Nowlin is serving 55 years in prison for killing Linda Tyda after she lured the victim to Bloomington on false pretenses related to Tyda’s work as a translator.
In its Dec. 8 decision, the appellate court took issue with the level of legal representation Nowlin received from a court-appointed lawyer. Nowlin asserted self-defense in the killing, saying the 70-year-old victim attacked her during a struggle outside Nowlin’s Bloomington sewing shop.
After her conviction, Nowlin argued that her lawyer failed to call a neighbor about the bruises she allegedly saw on Nowlin a short time after the defendant and Tyda struggled.
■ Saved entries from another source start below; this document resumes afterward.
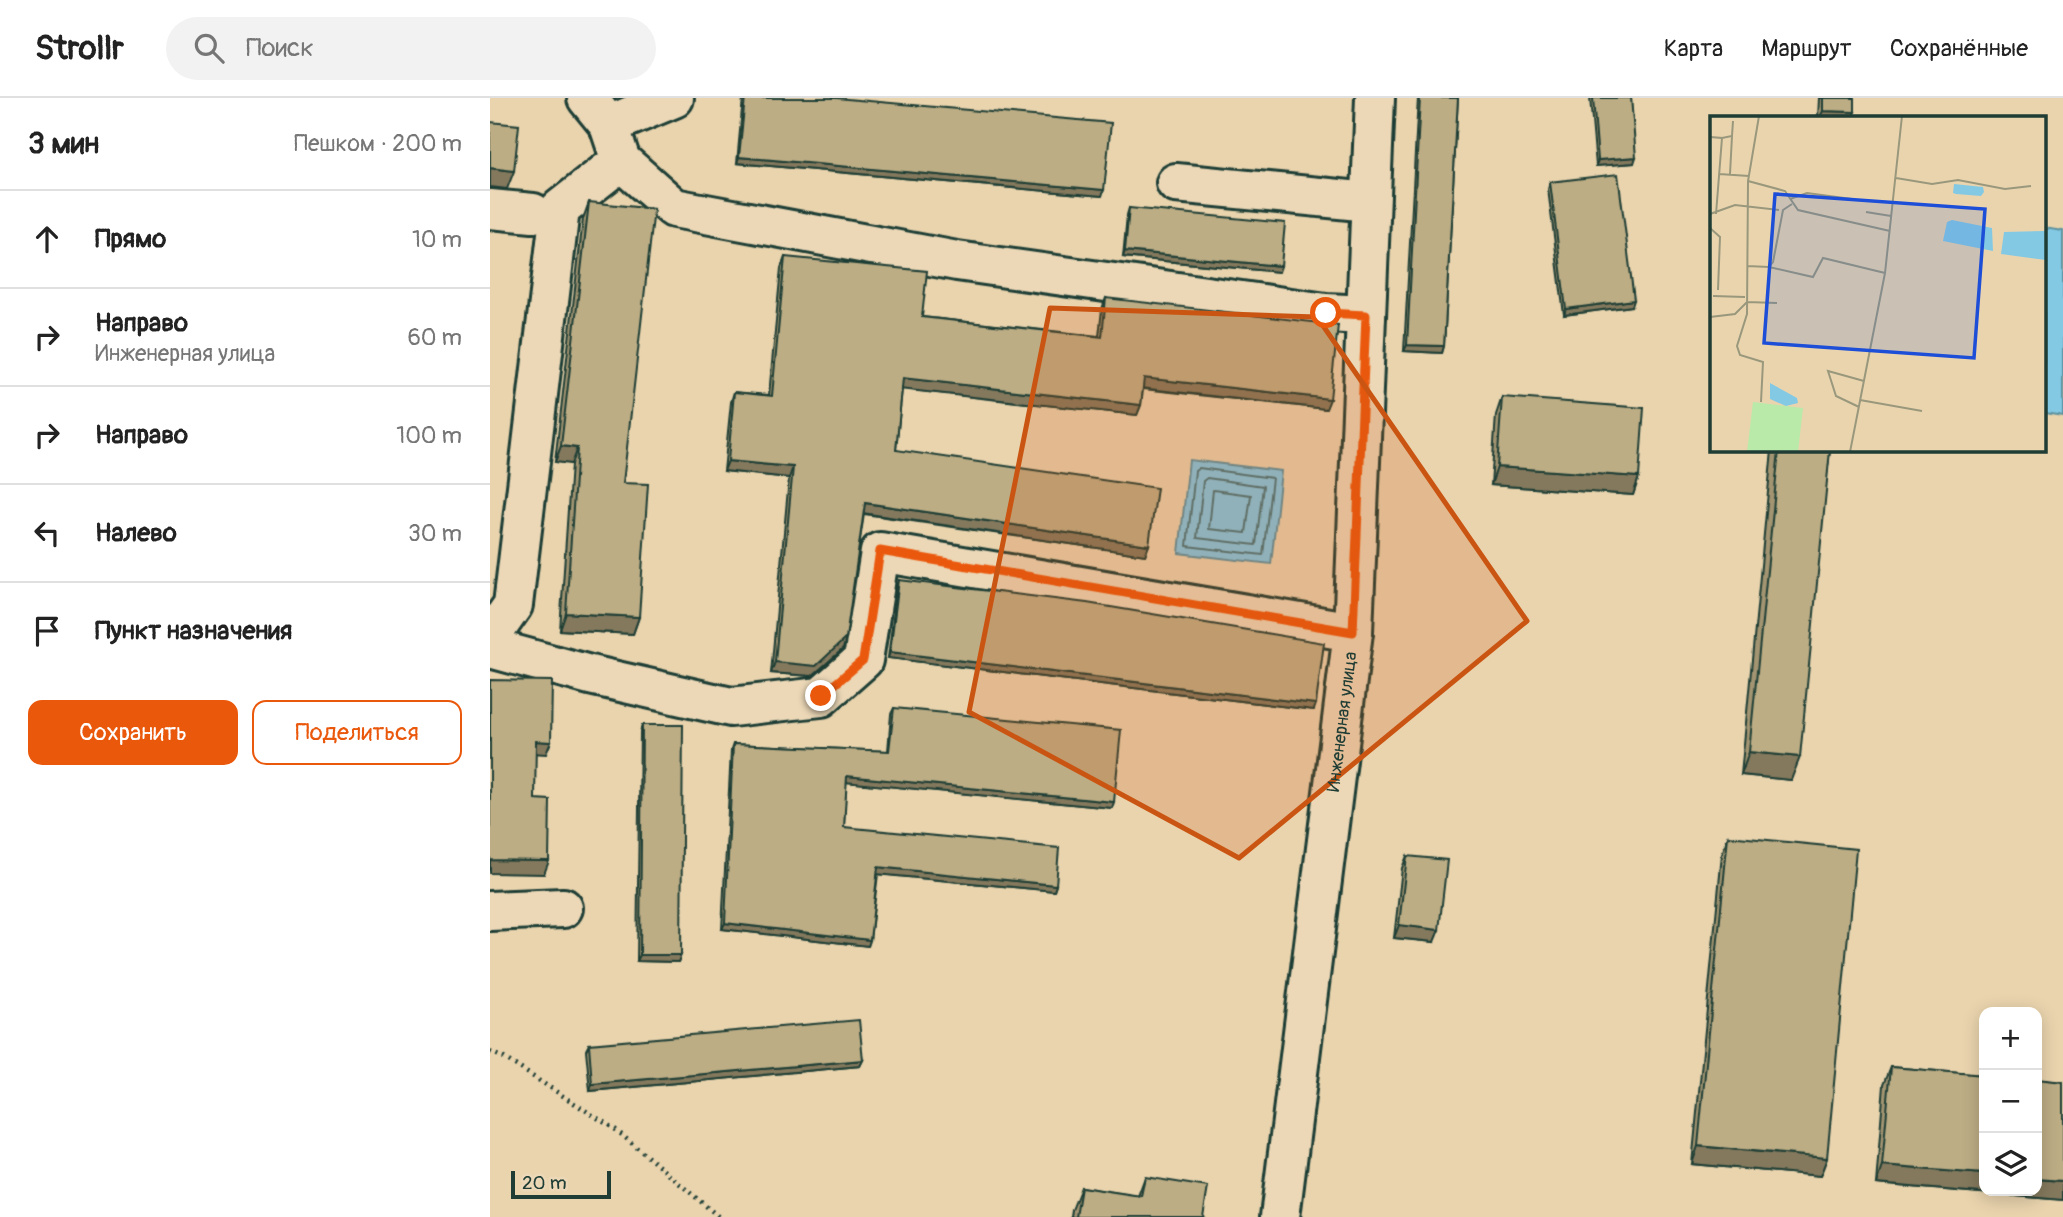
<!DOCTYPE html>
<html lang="ru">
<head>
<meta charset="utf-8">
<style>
	body { margin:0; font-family:Pangolin,sans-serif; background:#f2f2f2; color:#222 }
	.controls { position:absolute; right:21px; bottom:21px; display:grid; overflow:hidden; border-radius:14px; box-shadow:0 4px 18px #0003 }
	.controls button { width:63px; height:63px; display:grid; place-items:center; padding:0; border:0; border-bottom:2px solid #e0e0e0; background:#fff; color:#222; font:35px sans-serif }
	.scale { position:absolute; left:21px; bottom:18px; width:100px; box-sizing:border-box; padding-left:7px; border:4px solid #1f3d34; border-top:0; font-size:19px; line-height:24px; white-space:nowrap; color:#1f3d34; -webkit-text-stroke:5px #ecd8b7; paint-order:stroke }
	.stop { position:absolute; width:21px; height:21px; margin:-16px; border:5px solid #ea580c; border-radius:50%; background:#fff }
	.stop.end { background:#ea580c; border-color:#fff; box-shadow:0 2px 7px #0008 }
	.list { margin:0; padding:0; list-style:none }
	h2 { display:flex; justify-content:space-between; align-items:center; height:91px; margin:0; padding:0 28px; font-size:30px }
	h2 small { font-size:23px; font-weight:400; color:#767676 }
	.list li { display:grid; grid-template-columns:46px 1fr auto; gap:21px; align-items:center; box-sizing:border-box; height:98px; padding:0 28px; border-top:2px solid #e0e0e0 }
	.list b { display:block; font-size:26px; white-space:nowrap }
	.list p { margin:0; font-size:23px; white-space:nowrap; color:#767676 }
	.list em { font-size:23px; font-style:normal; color:#767676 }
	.actions { display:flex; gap:14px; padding:21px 28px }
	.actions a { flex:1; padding:16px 0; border:2px solid #ea580c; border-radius:14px; text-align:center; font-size:24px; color:#ea580c }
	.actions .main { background:#ea580c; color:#fff }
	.icon { flex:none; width:38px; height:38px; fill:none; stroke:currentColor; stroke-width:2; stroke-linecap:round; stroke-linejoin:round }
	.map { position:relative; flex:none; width:1573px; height:1119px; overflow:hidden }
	header { display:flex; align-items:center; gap:42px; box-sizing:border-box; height:98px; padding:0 35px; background:#fff; border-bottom:2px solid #e0e0e0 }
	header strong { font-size:33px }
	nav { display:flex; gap:38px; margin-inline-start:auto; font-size:24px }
	.search { width:490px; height:63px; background:#f2f2f2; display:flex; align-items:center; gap:18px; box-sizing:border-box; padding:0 24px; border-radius:38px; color:#767676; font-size:26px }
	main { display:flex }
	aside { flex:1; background:#fff }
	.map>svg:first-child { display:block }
	.water { fill:#83c9e4; stroke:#5b919e; stroke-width:2 }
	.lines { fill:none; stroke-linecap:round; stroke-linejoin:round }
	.shore { stroke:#47757a; stroke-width:2 }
	.minor-casing { stroke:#1f3d34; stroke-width:44 }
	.path { stroke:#1f3d34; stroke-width:4.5; stroke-dasharray:2 5; stroke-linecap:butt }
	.minor { stroke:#ecd8b7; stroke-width:38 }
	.wall { fill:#a39572; stroke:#1f3d34; stroke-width:2 }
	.shaded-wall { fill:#84795d; stroke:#1f3d34; stroke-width:2 }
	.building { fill:#bdad85; stroke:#1f3d34; stroke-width:2 }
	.route { stroke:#ea580c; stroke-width:9 }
	.marked { fill:#ca5512; fill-opacity:0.2; stroke:#ca5512; stroke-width:5; stroke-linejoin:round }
	.labels { text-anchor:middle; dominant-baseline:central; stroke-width:5; stroke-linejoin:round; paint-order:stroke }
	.street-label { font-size:18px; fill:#1f3d34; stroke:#ecd8b7 }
	.inset-road { fill:none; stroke:#99987d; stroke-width:2 }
	.view { fill:#1d4ed8; fill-opacity:0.15; stroke:#1d4ed8; stroke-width:3.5 }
	.inset-edge { fill:none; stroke:#1f3d34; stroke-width:3.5 }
</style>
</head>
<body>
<header>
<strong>Strollr</strong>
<div class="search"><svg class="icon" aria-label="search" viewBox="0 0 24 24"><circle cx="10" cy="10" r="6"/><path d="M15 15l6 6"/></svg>Поиск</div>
<nav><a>Карта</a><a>Маршрут</a><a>Сохранённые</a></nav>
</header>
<main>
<aside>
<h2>3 мин<small>Пешком · 200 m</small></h2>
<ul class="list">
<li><svg class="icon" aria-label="ahead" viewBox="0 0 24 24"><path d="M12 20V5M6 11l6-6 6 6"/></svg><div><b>Прямо</b></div><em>10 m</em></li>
<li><svg class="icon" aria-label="right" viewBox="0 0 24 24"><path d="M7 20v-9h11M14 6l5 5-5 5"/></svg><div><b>Направо</b><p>Инженерная улица</p></div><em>60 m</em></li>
<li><svg class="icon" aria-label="right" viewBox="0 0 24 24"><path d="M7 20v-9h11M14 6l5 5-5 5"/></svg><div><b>Направо</b></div><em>100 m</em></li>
<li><svg class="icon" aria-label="left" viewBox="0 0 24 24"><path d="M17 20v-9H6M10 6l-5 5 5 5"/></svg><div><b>Налево</b></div><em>30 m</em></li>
<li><svg class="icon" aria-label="arrive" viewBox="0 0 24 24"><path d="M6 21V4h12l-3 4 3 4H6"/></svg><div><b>Пункт назначения</b></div></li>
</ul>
<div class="actions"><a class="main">Сохранить</a><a>Поделиться</a></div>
</aside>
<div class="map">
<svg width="1573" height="1119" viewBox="0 0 1573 1119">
	<rect width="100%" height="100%" fill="#ead4ae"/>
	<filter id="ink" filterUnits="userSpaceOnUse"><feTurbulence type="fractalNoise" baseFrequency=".0143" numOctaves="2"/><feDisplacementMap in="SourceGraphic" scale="14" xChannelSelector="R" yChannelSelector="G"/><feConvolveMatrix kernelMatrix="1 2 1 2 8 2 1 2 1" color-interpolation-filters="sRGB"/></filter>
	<g filter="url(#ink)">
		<path class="water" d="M1554,130L1573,133V318L1554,315Z
			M699,362L791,373L781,466L689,455Z"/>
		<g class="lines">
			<path class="shore" d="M709,370L782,380L773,457L697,448L705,373Z
				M717,380L773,388L766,447L707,440L713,383Z
				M723,392L761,397L756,435L719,431Z"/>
			<g class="minor-casing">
				<g id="minor">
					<path d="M97,0L119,27L131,63L184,110L467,163L836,215L876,217"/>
					<path d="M119,27L184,0"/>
					<path d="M686,85L880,104"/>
					<path d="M0,111L43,115"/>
					<path d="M0,540L23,507L70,111L131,63"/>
					<path d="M0,550L100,577L241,609L331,599L373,562L390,454L863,534"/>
					<path d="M0,813L73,810"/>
					<path id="s1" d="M790,1119L863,534L885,0"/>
				</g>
			</g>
			<path class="path" d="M0,954L14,960L126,1032L229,1119"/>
			<use href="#minor" class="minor"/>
		</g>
		<path class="wall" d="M253,0H346L612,98L247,65Z
			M928,0H968L954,248L952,255L914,253Z
			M1100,0H1141L1144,65L1106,68Z
			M1329,0H1365L1363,19H1328Z
			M1060,84L1142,208L1074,217L1058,91Z
			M99,104L149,519L143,536L70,532L81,366L65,364L93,121Z
			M639,110L789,174L633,159L637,117Z
			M295,159L432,219L609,238L612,211L616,200L836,311L653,291L651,307L647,317L412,291L406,352L659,447L655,457L374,416L353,551L322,578L281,575L299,380L234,373L241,304L244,294L279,297L291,170Z
			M1012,299L1149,379L1143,397L1001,387L1006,317Z
			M1282,352H1340L1301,682L1251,677Z
			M409,482L824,612L398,560L407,488Z
			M404,610L622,710L356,684L354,729L566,787L564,793L388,776L380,842L378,848L232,831L241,652L243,646L398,653L401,616Z
			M152,627L191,857L188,864L147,863L150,634Z
			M1238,738L1337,1060L1330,1078L1202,1066L1232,756Z
			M917,758L944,844L904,840L912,770Z
			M99,946L373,962L370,968L100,993L96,952Z
			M1401,969L1573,984V1102L1386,1086L1394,987Z
			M655,1079L713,1119H581L582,1112L591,1089L648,1098Z"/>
		<path class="shaded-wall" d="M1333,13L1365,14L1363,19H1330Z
			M249,59L614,92L612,98L247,65Z
			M1146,59L1144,65L1106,68L1108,62Z
			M0,70L24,73L17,91L0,89Z
			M635,153L791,168L789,174L633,159Z
			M1144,202L1142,208L1074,217L1076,211Z
			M917,247L954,248L952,255L914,253Z
			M413,280L651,307L647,317L409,291Z
			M654,280L840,301L836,311L650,290Z
			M71,348L87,350L81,366L65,364Z
			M238,363L303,369L299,380L234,373Z
			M1007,369L1149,379L1143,397L1001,387Z
			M375,405L659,447L655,457L372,415Z
			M76,515L149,519L143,536L70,532Z
			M356,540L353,551L322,578L281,575L285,564Z
			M400,554L826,606L824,612L398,560Z
			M46,643L61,644L56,656L41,655Z
			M1259,654L1310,659L1301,682L1251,677Z
			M357,678L624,704L622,710L354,684Z
			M0,762L59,763L54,776L0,775Z
			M388,769L566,787L564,793L386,776Z
			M235,825L380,842L378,848L232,831Z
			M909,827L949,832L944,844L904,840Z
			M150,857H191L188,864L147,863Z
			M373,962L370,968L100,993L102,986Z
			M1208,1048L1337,1060L1330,1078L1202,1066Z
			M1392,1068L1494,1076V1093H1547V1081L1573,1083V1102L1386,1086Z"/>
		<path class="building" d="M255,0H346L621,25L614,92L249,59Z
			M930,0H968L954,248L917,247Z
			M1103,0H1141L1146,59L1108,62Z
			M1333,0H1365V14L1333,13Z
			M0,24L29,27L24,73L0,70Z
			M1128,76L1144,202L1076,211L1060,84Z
			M99,104L164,111L133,385L158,386L149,519L76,515L87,350L71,348Z
			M639,110L795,125L791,168L635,153Z
			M295,159L437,173L432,219L612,239L616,200L848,227L840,301L654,280L651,307L413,280L406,352L667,390L659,447L375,405L356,540L326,568L285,564L303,369L238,363L244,294L282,298Z
			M1012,299L1154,310L1149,379L1007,369Z
			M1289,352H1340L1310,659L1259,654Z
			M409,482L597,505L834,545L826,606L400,554Z
			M0,582L62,583L61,644L46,643L45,701L60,702L59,763L0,762Z
			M404,610L631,632L624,704L357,678L354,729L569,750L566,787L388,769L380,842L235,825L243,646L399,653Z
			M152,627H193L191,857H150Z
			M1238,738L1366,751L1337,1060L1208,1048Z
			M917,758L957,762L949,832L909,827Z
			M369,922L373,962L102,986L99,946Z
			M1401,969L1494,977V1076L1392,1068Z
			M1547,981L1573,984V1083L1547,1081Z
			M655,1079L718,1089L713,1119H586L591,1089L651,1098Z"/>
	</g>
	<g class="lines" filter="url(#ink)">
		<path class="route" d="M331,598L373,562L390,453L863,534L876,217L836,215"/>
	</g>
	<path class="marked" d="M560,210L827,219L1037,523L749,760L479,614Z"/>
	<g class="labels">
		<g class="street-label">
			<text stroke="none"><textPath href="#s1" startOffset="499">Инженерная улица</textPath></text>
		</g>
	</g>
	<g transform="translate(1220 18)">
		<rect width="336" height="336" fill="#ead4ae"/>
		<path d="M43,286L93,292L88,336H37Z" fill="#b9eaaa"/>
		<path d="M244,68L273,71L274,76L271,80L246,78L243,77ZM242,104L282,112L283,135L233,125L237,106ZM336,115V144L291,138L294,116ZM60,267L87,282L88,287L76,290L60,283Z" fill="#83c9e4"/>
		<path class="inset-road" d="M49,0L38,65L37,198L27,230L30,239L53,246L51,286M0,21L12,22L6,98M12,22L22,20L23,5M9,58L39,60M20,58L22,20M186,62L222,68L248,64L295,73L321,70M38,65L75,75L88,94L180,115M80,83L97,77L142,83M156,96L181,100M0,98L25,89L69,94M0,112L10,121L8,174M37,150L59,151L63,146L73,94L82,88M59,151L103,161L113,142L175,157M3,180L35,181M0,201L25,198L37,186L67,187M150,284L212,295M149,291L126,280L118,255L154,265M140,336L175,157L192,0"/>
		<path class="view" d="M65,78L275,93L264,242L54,227Z"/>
		<rect width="336" height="336" class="inset-edge"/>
	</g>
</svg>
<div class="controls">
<button>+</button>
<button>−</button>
<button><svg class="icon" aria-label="layers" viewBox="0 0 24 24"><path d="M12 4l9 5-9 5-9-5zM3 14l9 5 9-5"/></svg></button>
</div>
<div class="scale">20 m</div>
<div class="stop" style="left:836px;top:215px"></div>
<div class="stop end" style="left:331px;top:598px"></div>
</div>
</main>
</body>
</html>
The neighbor’s testimony could have supported Nowlin’s self-defense claim, according to Nowlin’s initial post-conviction petition.
Nowlin’s petition was dismissed in a lower court ruling that found Nowlin presented other self-defense evidence at her trial, making the neighbor’s statements cumulative evidence.
The appellate court disagreed, adding in its ruling that the lawyer also erred by failing to obtain an affidavit from the neighbor for inclusion with the post-conviction petition.
A new lawyer should be appointed to potentially file an amended petition in McLean County court, the court ruled.
The appellate court left in place a McLean County decision related to a defense claim that prosecutors were aware that a jail inmate lied about incriminating statements allegedly made by Nowlin. No evidence exists to support such an allegation, the appellate court agreed.